The officer’s subjective belief in implied consent was unreasonable. There was no implied consent, and the motion to suppress is granted, despite the R&R. “Here, it is undisputed that neither Officer Tackett nor Officer Stevens asked for permission to enter the Defendants’ home. … Rather, in response to and in compliance with the officers’ demand for the Defendants’ identification and the social workers’ request for a ‘pill count,’ Defendants walked into their home to retrieve the requested items. … The officers simply followed behind them.” United States v. Blackaby, 2018 U.S. Dist. LEXIS 22204 (E.D. Ky. Feb. 12, 2018):
The Defendants’ objections to the R&R’s finding of implied consent are well taken. First, a “determination of consent to enter must be “judged against an objective standard.” Illinois v. Rodriguez, 497 U.S. 177, 188, 110 S. Ct. 2793, 111 L. Ed. 2d 148 (1990). The proper inquiry, therefore, is: “what would the typical reasonable person have understood by the exchange between the officer and the suspect?” Florida v. Jimeno, 500 U.S. 248, 251, 111 S. Ct. 1801, 114 L. Ed. 2d 297 (1991). The question is not whether the officers believed they had consent to enter, and the officers’ subjective beliefs about their permission to enter the Defendants’ home are irrelevant. Thus, in this respect, the R&R, which appears to apply a subjective, rather than an objective, standard, is unsound.

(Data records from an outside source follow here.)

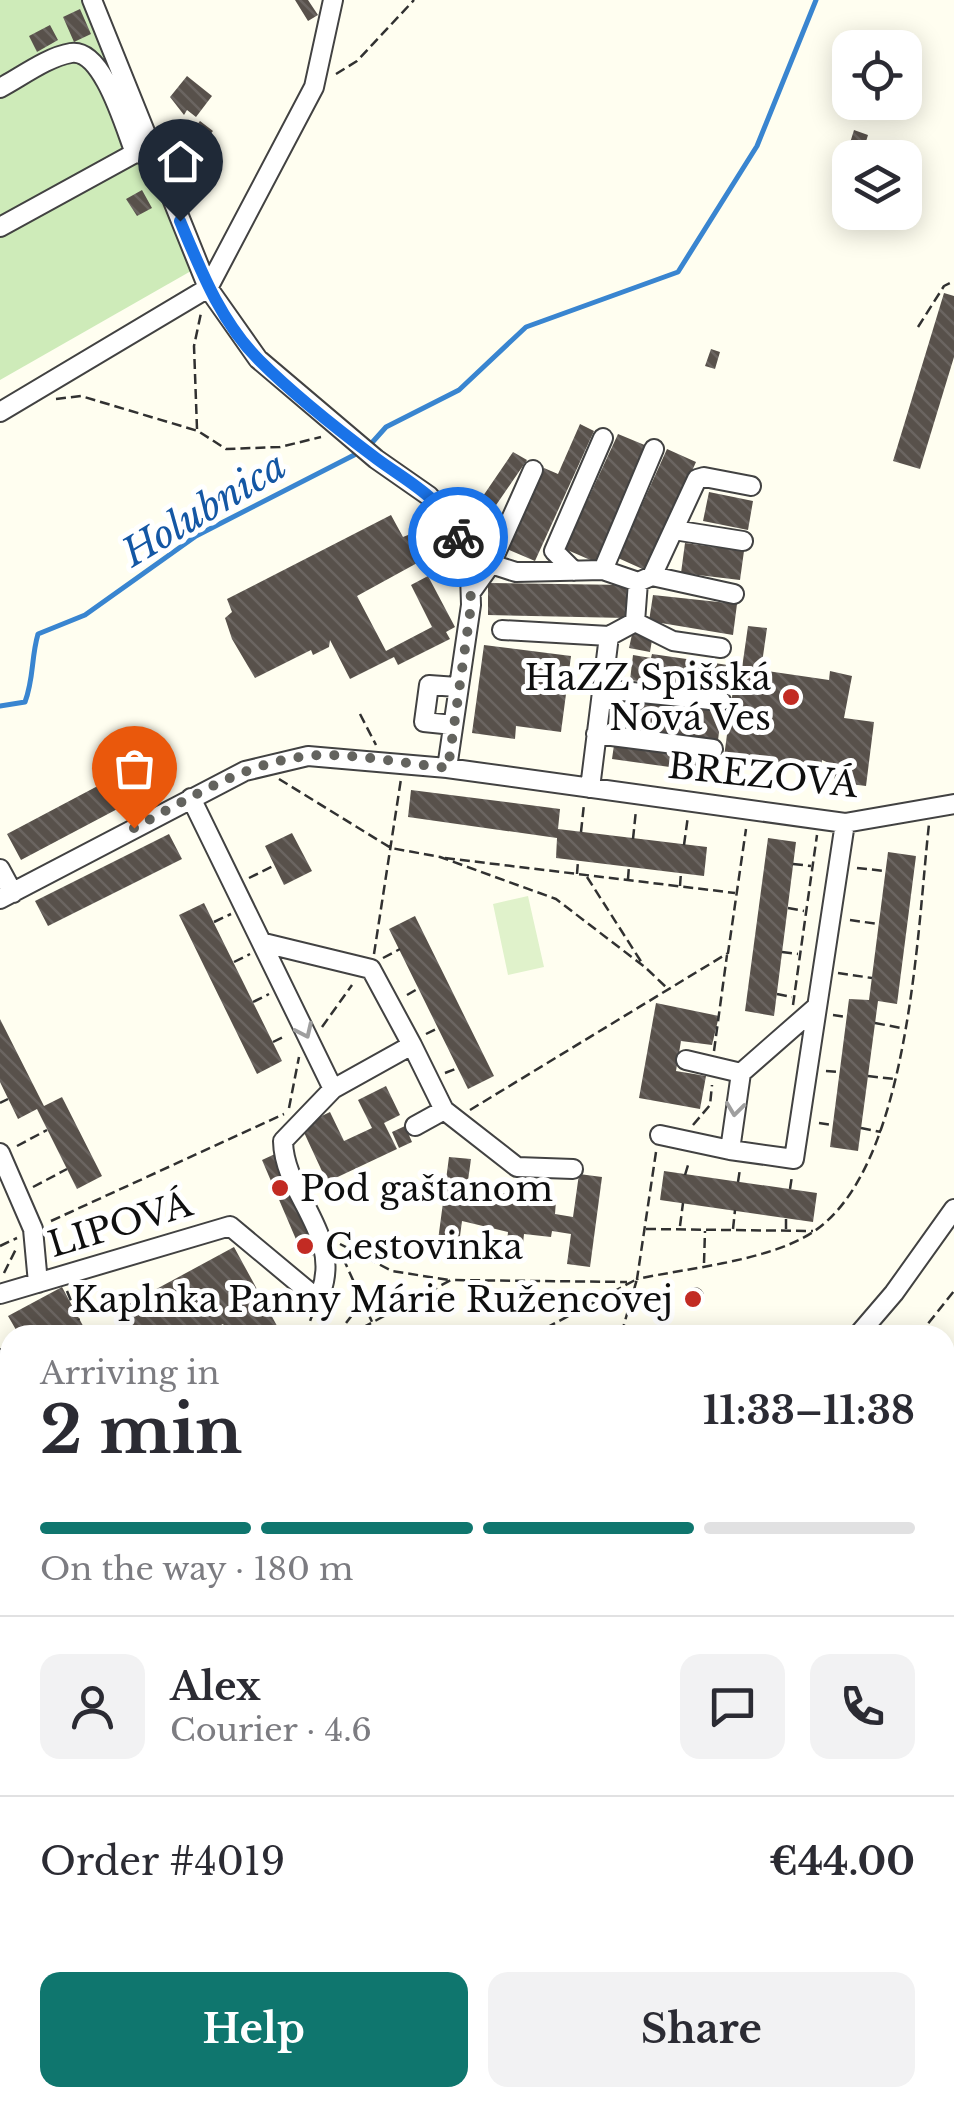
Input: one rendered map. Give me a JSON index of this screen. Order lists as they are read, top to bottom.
{
  "streets": {
    "street": ["BREZOVÁ", "LIPOVÁ"]
  },
  "water": ["Holubnica"],
  "places": [
    "HaZZ Spišská Nová Ves",
    "Pod gaštanom",
    "Cestovinka",
    "Kaplnka Panny Márie Ružencovej"
  ],
  "page": {
    "heading": ["2 min", "Arriving in", "11:33–11:38"],
    "panel": [
      "Alex",
      "Courier · 4.6",
      "Order #4019",
      "€44.00"
    ],
    "bar": "On the way · 180 m",
    "buttons": ["Help", "Share"]
  }
}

Second, “[w]hen a prosecutor seeks to rely upon consent to justify the lawfulness of a search, he has the burden of proving that the consent was, in fact, freely and voluntary given” and “[t]his burden cannot be discharged by showing no more than acquiescence to a claim of lawful authority.” Bumper, 391 U.S. at 548-49. Because the Government bears the burden of proof, the R&R’s repeated mentions of the Defendants’ failure to produce evidence—regarding their failure to object to the officers’ entry, their lack of knowledge of their ability to refuse consent, or any coercion or duress—indicate an improper focus. It is not the Defendants’ burden to establish that they did not provide consent; it is the Government’s burden to prove that they did.

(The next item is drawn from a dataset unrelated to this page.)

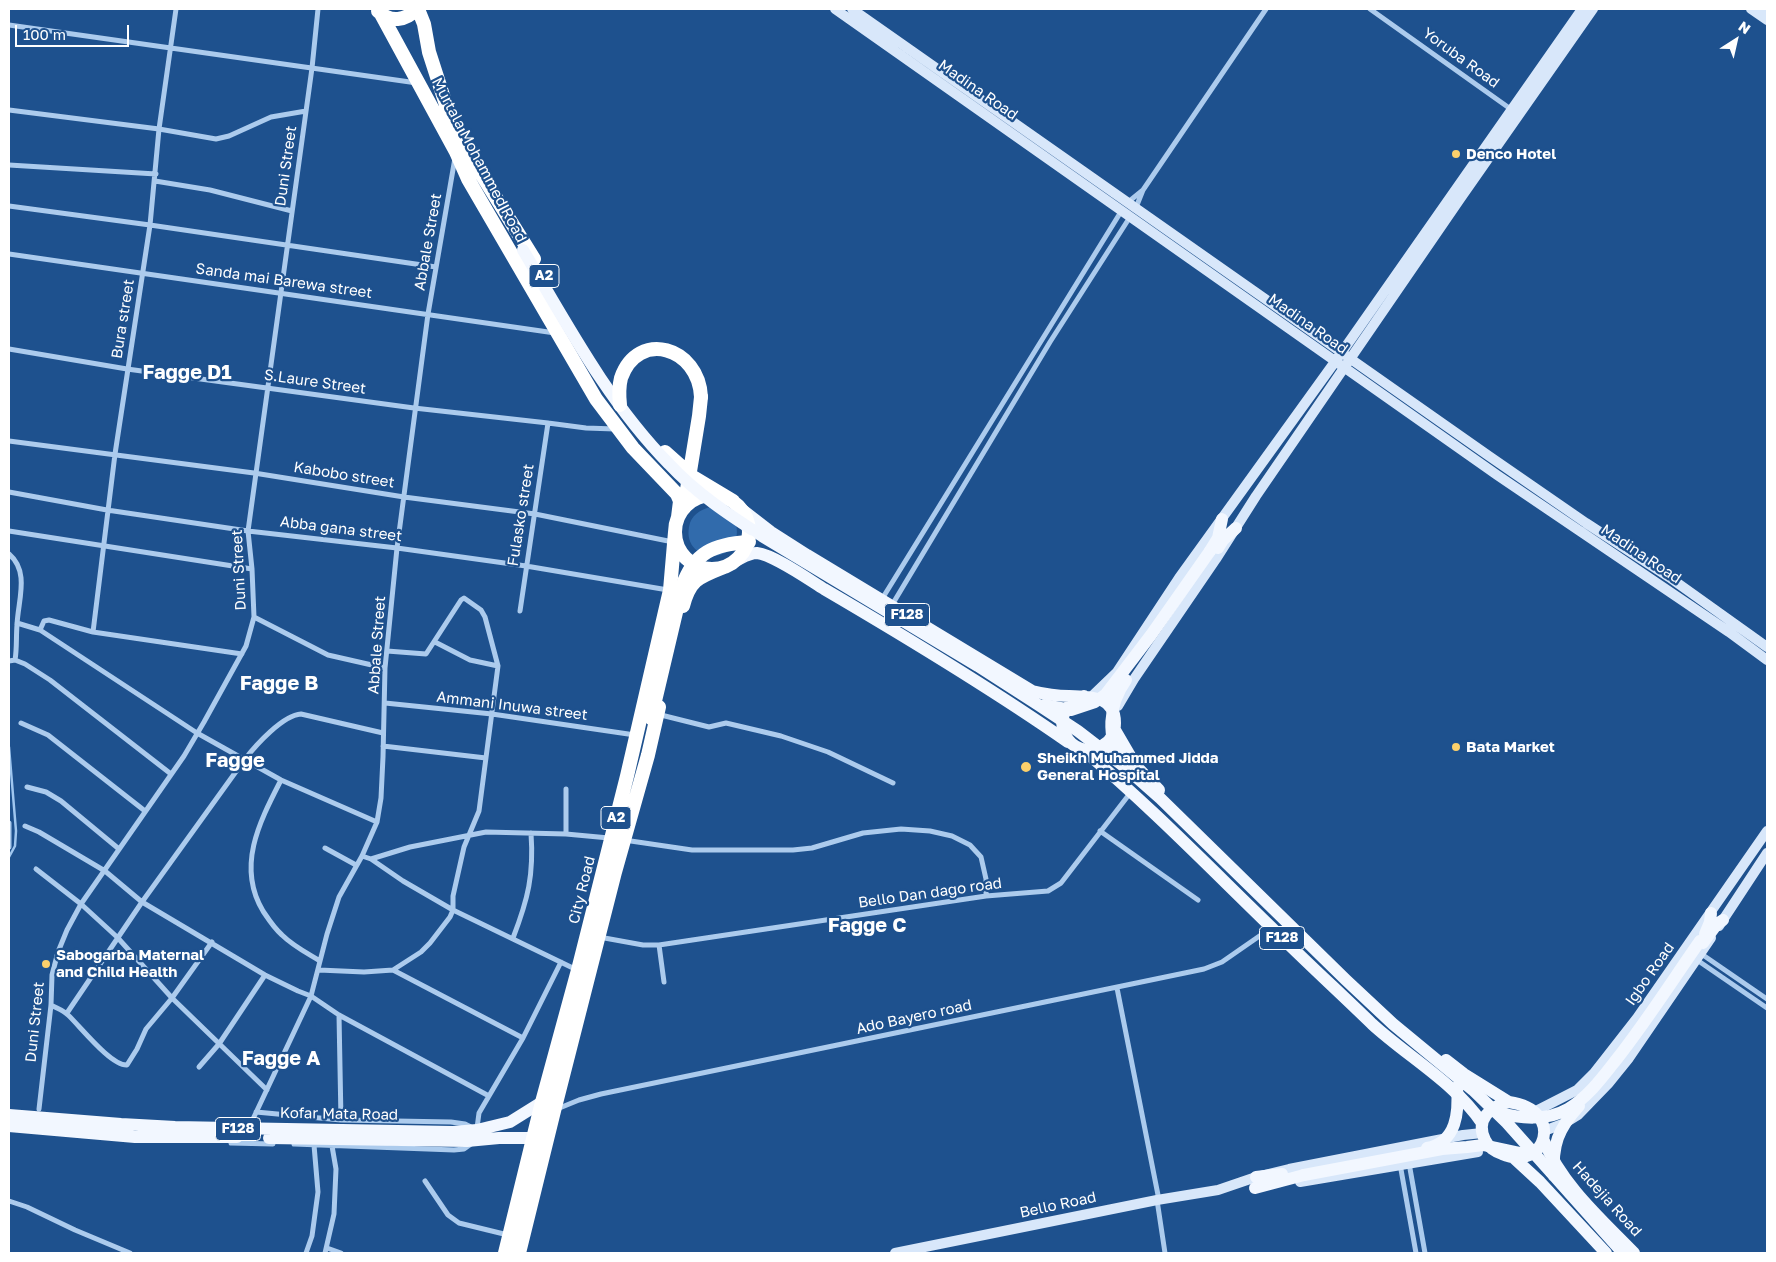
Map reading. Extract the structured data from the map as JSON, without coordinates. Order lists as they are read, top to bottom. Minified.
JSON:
{"streets":{"highway":["Murtala Mohammed Road","A2","City Road"],"main road":["Madina Road","F128","Igbo Road","Kofar Mata Road","Hadejia Road","Bello Road"],"street":["Yoruba Road","Duni Street","Abbale Street","Sanda mai Barewa street","Bura street","S.Laure Street","Kabobo street","Fulasko street","Abba gana street","Ammani Inuwa street","Bello Dan dago road","Ado Bayero road"]},"crossings":[["Murtala Mohammed Road","Abbale Street"],["Murtala Mohammed Road","A2"],["Murtala Mohammed Road","Sanda mai Barewa street"],["Murtala Mohammed Road","S.Laure Street"],["Murtala Mohammed Road","Kabobo street"],["Murtala Mohammed Road","F128"],["Murtala Mohammed Road","City Road"],["Duni Street","Sanda mai Barewa street"],["Duni Street","S.Laure Street"],["Duni Street","Kabobo street"],["Duni Street","Abba gana street"],["Abbale Street","Sanda mai Barewa street"],["Abbale Street","S.Laure Street"],["Abbale Street","Kabobo street"],["Abbale Street","Abba gana street"],["Abbale Street","Ammani Inuwa street"],["A2","Kabobo street"],["A2","F128"],["A2","City Road"],["Sanda mai Barewa street","Bura street"],["Bura street","S.Laure Street"],["Bura street","Kabobo street"],["Bura street","Abba gana street"],["S.Laure Street","Fulasko street"],["Kabobo street","Fulasko street"],["Kabobo street","F128"],["Kabobo street","City Road"],["Fulasko street","Abba gana street"],["Abba gana street","City Road"],["F128","City Road"],["F128","Bello Dan dago road"],["F128","Igbo Road"],["F128","Ado Bayero road"],["F128","Hadejia Road"],["F128","Bello Road"],["Ammani Inuwa street","City Road"],["City Road","Bello Dan dago road"],["City Road","Ado Bayero road"],["City Road","Kofar Mata Road"],["Igbo Road","Hadejia Road"]],"districts":["Fagge D1","Fagge B","Fagge","Fagge C","Fagge A"],"places":["Denco Hotel","Bata Market","Sheikh Muhammed Jidda General Hospital","Sabogarba Maternal and Child Health"],"scale_bar":"100 m","north":"top right"}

Third, and most importantly, the R&R’s reliance on Carter is misplaced. In Carter, officers knocked on the door of the defendant’s hotel room. After the defendant opened the door, “the officers asked Carter if they could enter the hotel room and speak to him.” Carter, 378 F.3d at 587. “In response, Carter stepped back and cleared a path for the officers to enter.” Id. On these facts, the Sixth Circuit found that the defendant had impliedly consented to the officers’ entry into his hotel room. Id. at 588.